Could you see yourself moving back at some point? What are the barriers to it being sooner rather than later?

Deirdre

Reply to
Deirdre S.

Wanting to *be* the center of the Universe (rather than being willing to accept a place on a minor speck in a minor star-system) was kinda what the Powers That Be of his time had against Galileo. He brought evidence to refute the idea of an earth-centered universe, and a earthling-centered Creation, and therefore had to be suppressed.

Deirdre

Reply to
Deirdre S.

vj found this in rec.crafts.beads, from Deirdre S. :

]Could you see yourself moving back at some point? What are the ]barriers to it being sooner rather than later?

i would LOVE to move back, probably 90% of the time. but it has just become too unaffordable.

my house payment here is $500/month. in sacramento, we couldn't find a house we could afford - and rent would be at least twice my house payment.

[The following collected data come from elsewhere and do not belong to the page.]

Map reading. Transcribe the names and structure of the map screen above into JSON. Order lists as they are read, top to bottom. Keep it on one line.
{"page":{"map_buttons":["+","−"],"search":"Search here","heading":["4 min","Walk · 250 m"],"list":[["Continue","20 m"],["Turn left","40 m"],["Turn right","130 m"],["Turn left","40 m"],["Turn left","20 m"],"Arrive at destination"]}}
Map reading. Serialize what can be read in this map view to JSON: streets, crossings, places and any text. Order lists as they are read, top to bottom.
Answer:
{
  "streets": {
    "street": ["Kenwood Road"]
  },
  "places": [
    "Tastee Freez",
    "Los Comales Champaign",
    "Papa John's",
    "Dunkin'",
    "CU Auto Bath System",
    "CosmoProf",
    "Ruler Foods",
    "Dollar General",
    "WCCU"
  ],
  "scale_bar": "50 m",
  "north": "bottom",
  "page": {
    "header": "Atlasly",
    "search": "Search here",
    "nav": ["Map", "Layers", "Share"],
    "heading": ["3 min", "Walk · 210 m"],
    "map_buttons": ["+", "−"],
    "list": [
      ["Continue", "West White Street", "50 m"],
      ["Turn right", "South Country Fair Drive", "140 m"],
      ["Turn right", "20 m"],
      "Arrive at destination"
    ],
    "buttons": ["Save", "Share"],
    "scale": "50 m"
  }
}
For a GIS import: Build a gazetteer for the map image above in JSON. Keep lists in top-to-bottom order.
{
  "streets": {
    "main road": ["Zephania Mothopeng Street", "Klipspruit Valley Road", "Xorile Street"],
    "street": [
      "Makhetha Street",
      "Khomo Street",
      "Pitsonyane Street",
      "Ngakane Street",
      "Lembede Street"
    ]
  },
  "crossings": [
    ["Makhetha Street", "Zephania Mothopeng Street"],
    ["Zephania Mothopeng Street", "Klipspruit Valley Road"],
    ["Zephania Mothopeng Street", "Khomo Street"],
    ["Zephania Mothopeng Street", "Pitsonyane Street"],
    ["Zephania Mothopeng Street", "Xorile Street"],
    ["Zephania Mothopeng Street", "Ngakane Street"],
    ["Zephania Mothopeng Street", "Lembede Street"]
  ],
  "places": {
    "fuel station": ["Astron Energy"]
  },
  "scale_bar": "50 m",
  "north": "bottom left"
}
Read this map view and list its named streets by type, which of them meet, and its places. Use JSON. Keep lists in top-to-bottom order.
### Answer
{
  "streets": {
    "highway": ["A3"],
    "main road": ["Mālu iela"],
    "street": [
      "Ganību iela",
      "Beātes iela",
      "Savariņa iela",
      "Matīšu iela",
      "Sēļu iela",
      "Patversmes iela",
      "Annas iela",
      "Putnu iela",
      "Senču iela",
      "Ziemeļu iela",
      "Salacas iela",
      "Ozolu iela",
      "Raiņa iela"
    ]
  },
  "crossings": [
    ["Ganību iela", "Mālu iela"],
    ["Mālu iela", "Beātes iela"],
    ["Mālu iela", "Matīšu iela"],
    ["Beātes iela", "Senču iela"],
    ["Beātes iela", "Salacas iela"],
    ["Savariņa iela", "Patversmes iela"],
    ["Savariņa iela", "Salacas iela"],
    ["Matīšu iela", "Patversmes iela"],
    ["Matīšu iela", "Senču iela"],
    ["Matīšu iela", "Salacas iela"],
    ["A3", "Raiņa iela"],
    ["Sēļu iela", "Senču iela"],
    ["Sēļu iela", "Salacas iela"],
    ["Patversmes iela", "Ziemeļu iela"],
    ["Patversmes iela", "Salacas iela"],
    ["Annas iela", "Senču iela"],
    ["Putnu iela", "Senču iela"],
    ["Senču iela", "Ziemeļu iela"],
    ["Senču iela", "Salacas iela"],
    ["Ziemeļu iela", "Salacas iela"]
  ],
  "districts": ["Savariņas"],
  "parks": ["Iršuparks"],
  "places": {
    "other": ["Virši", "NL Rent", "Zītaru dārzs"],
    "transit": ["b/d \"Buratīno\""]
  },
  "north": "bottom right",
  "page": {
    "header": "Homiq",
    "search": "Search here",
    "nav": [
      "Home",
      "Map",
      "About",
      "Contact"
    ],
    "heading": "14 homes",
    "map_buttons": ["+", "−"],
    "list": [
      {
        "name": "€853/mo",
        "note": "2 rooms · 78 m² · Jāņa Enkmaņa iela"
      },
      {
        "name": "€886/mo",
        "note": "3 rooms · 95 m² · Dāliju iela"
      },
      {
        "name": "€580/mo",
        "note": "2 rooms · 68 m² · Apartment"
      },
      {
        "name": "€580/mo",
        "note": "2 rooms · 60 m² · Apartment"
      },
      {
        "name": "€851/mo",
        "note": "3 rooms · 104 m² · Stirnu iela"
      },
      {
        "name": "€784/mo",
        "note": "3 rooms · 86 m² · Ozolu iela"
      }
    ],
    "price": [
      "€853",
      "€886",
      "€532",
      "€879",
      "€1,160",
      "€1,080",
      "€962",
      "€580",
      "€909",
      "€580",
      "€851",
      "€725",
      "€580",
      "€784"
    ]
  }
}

no one will hire me. i filed a Workers' Comp case and won. no one told me that if that happened, no one would ever hire me again. in addition to which, no one will hire my age anyway, except at minimum wage. i went from making $13/hr to $8/hr. and trust me, the cost of living has not gone down in the last 8 years.

my son understands those reasons, and understands why i'm pretty much stuck here. he calls me two or three times a day [he's lonely for family, too] and comes to see me when he can. the nice things are the QUIET, living in a forest, the wildlife, the "small town". my work gets more attention here than it would in a "big city", and the lack of population density. it's much easier on my nerves. i just have to learn to cope better, but my "coper" broke when i came so close to a nervous breakdown eight years ago.

i have joined the rock & gem club, which is fun, but weird - NONE of them do anything like what i do, so meetings are interesting.

----------- @vicki [SnuggleWench] (Books)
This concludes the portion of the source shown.